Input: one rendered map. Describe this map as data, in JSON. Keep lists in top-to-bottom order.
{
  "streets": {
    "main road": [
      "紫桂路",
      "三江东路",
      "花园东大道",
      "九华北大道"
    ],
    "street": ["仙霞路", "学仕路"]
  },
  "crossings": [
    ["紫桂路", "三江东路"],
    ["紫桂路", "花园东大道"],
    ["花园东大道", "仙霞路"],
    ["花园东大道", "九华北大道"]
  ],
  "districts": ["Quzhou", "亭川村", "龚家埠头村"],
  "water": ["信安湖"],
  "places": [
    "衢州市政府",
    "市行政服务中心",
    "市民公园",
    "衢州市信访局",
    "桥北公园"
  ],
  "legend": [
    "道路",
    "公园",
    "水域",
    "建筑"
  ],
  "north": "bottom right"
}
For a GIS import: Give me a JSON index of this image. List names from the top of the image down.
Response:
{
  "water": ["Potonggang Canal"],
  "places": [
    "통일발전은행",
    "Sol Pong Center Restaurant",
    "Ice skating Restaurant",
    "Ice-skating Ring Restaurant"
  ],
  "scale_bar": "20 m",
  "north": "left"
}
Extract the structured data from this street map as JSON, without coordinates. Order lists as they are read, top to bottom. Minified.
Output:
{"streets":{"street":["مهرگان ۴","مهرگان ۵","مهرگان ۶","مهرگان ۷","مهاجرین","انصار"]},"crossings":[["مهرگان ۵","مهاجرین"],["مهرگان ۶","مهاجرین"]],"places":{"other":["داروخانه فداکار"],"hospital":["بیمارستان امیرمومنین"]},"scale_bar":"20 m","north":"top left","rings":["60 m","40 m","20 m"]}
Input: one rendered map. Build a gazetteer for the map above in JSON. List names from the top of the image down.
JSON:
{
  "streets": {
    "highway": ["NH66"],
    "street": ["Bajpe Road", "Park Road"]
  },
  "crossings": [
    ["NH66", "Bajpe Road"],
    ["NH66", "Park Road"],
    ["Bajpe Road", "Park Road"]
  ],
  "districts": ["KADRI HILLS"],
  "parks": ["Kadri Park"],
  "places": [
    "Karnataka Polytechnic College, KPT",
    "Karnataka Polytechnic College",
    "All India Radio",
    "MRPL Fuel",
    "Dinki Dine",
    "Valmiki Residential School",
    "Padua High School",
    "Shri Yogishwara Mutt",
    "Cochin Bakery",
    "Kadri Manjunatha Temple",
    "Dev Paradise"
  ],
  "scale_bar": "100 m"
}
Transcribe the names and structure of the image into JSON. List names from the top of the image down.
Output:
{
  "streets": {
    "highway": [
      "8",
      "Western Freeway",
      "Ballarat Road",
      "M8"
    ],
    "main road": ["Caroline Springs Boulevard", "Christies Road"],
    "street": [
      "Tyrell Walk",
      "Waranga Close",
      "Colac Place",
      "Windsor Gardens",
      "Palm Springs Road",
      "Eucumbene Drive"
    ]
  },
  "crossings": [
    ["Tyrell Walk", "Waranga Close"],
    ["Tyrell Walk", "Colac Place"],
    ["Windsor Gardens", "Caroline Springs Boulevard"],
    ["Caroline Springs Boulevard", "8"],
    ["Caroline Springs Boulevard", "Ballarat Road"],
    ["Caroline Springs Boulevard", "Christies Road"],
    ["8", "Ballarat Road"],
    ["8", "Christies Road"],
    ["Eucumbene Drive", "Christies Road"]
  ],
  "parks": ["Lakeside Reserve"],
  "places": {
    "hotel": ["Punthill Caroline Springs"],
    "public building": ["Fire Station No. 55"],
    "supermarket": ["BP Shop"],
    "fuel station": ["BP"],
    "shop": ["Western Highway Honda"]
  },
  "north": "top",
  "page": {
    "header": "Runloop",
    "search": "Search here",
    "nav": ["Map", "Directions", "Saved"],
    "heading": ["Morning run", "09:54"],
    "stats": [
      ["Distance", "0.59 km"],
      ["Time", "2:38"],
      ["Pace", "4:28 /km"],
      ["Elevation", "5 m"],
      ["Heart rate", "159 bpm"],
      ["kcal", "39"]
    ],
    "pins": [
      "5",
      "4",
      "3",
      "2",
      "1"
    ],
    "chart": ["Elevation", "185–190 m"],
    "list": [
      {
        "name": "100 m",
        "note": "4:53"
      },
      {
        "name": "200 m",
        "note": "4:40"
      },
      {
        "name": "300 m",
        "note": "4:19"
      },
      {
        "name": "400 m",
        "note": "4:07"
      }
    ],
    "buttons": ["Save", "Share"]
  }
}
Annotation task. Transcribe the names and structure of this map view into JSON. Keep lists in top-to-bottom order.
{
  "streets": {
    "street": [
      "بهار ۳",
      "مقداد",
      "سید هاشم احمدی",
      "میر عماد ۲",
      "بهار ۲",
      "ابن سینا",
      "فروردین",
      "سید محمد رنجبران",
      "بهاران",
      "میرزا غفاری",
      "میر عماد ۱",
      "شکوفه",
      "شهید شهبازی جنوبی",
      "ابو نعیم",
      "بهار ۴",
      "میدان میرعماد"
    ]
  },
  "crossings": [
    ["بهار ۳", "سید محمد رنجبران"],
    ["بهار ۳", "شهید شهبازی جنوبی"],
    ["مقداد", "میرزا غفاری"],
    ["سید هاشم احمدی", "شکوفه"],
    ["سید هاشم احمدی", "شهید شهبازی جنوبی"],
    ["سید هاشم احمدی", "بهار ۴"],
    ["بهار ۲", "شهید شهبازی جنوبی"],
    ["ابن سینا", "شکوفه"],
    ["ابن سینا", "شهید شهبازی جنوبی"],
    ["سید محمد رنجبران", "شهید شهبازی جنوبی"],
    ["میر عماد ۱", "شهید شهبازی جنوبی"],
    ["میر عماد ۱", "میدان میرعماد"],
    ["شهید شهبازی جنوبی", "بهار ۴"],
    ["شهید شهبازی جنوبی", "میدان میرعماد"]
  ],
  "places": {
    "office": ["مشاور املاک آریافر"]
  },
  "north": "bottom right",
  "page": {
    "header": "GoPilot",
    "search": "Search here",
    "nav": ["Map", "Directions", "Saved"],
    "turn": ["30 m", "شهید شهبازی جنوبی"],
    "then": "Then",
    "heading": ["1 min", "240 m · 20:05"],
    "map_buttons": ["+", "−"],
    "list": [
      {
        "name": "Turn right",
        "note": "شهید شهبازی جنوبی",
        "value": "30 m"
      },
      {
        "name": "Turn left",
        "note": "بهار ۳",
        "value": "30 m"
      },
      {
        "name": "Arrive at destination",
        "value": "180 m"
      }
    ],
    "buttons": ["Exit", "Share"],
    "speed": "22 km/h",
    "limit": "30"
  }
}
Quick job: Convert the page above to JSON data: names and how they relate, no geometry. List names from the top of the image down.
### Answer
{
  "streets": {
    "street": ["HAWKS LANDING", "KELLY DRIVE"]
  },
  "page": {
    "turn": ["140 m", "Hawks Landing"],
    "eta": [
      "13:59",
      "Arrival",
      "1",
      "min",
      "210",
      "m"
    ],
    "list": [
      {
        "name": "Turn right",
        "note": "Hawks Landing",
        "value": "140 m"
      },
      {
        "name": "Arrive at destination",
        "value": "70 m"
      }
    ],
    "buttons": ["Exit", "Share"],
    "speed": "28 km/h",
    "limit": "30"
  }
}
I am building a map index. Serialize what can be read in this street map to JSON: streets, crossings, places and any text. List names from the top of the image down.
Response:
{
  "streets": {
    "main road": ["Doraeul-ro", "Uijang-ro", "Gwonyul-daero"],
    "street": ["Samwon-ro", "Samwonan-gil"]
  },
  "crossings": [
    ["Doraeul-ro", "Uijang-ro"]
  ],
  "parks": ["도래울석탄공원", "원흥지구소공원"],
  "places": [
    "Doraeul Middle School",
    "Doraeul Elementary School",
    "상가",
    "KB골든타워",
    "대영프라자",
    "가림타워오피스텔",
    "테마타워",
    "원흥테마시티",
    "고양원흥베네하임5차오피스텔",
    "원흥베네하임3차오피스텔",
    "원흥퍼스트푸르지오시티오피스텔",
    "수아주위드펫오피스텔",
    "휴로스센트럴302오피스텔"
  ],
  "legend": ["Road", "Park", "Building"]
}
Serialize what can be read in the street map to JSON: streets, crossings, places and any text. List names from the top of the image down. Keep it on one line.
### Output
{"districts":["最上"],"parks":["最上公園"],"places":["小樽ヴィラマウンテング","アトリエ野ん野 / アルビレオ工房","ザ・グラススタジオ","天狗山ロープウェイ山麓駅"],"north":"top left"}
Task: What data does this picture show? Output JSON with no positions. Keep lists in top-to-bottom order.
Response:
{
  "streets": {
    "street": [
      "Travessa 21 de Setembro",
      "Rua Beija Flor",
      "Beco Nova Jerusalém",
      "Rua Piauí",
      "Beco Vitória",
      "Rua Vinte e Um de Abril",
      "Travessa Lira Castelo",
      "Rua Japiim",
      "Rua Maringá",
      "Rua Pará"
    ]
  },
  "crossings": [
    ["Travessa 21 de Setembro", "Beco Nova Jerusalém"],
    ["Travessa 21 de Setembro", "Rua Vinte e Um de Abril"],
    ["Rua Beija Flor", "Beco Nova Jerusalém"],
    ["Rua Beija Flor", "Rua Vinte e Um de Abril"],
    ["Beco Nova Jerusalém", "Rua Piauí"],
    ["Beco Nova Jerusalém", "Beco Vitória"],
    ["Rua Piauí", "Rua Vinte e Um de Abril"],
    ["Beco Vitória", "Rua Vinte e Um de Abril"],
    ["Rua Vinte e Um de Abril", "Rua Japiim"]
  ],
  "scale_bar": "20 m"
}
-------
**WORK TO BE COMPLETED**
A count is all that should be returned: the number of lines in these records containing the string "districts".

**EXERCISE ANSWER**
3